At the end of this month, the museum will permanently close. The ABS will lay off the entire staff of the Faith and Liberty Discovery Center (FLDC). The FLDC is a separate LLC, wholly owned by the American Bible Society. MinistryWatch was not able to confirm the number of employees impacted.

The Faith and Liberty Discovery Center opened in May of 2021. The 40,000 square-foot museum uses immersive, interactive displays to teach visitors the impact of the Bible on the men and women who built America, from the founding era until today. Construction costs were about $60 million. Total project costs over the past decade approached $100 million.

In 2021 the FLDC was awarded the Exhibition Design of the Year by Dezeen, an online magazine that annually recognizes the year’s best design and architectural projects.

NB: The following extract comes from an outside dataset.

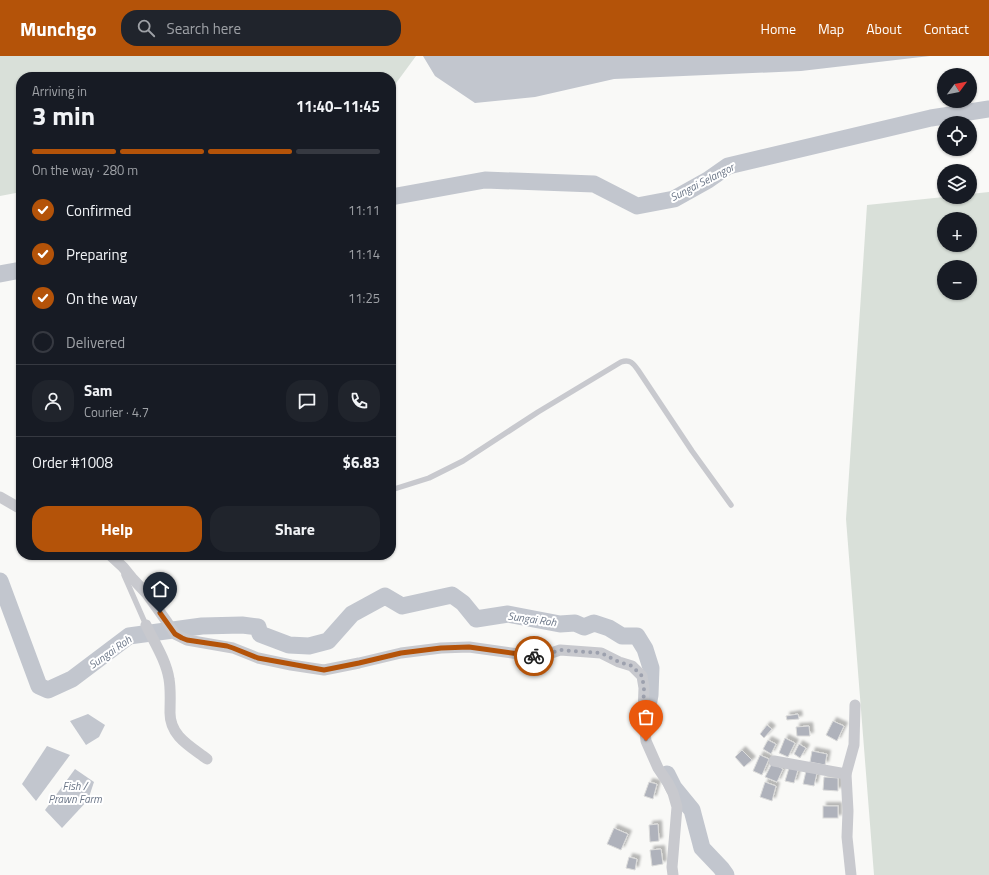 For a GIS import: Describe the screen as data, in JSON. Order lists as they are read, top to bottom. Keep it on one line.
{"water":["Sungai Selangor","Sungai Roh","Fish / Prawn Farm"],"north":"top right","page":{"header":"Munchgo","search":"Search here","nav":["Home","Map","About","Contact"],"map_buttons":["+","−"],"heading":["3 min","Arriving in","11:40–11:45"],"panel":["Sam","Courier · 4.7","Order #1008","$6.83"],"bar":"On the way · 280 m","list":[["Confirmed","11:11"],["Preparing","11:14"],["On the way","11:25"],"Delivered"],"buttons":["Help","Share"]}}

Jennifer Holloran, the recently named president of the American Bible Society, sent an email to the ABS staff Wednesday that said, in part:

“This morning, I met with our faithful FLDC staff to tell them that the FLDC, in its current configuration, will close on April 1, 2024. The last public opportunity to visit the experience will be March 28. I know that our Board has wrestled with this possibility for quite some time, and the Board of Directors and I agreed at the February Board meeting that now is the time to proceed with this difficult but necessary action.

“The FLDC as conceived was a wonderfully innovative idea. That idea came with big possibilities and requirements to allow it to be functional in the long run. Unfortunately, despite the valiant efforts of our FLDC leadership and team, we have not been able to achieve the long-term sustainability that an experience like that needs to be successful.”

Alan Crippen was the Executive Director of the Faith and Liberty Initiative and the founding Director of Exhibits, Programs, and Public Engagement from 2016 to 2021. He served as a volunteer “scholar advisor” for a year before that. He said, “The Faith and Liberty Discovery Center was a bold project that intended to realign American Bible Society with its two centuries old organizing purpose — to make the Bible available to Americans. Ours was a creative and innovative effort to engage the hearts and minds of a post-Christian and post-literate generation with a compelling story of America.”

He continued: “We wanted to demonstrate the Bible’s central and influential role as the principle text of American freedom. What better place to do so than right across the street from Independence Hall the the Liberty Bell. The closure of the Center destroys an institution that is much needed today to offer hope and an historical moral compass by speaking sanely and reasonably into the cacophony of vitriol that so characterizes public life today. It was a ‘back to the Bible’ effort in which I still believe. I deeply lament the Bible Society’s decision. It seems ill-advised, premature, and a forfeiture of strategic opportunity to lead in a renewal of Bible engagement and literacy in America.”

The American Bible Society, founded more than 200 years ago, is one of the country’s oldest Christian ministries. In the MinistryWatch database, American Bible Society earns a one-star financial efficiency rating, its lowest rating, primarily because its net assets exceed $600 million. Revenue in 2022 was about $112 million.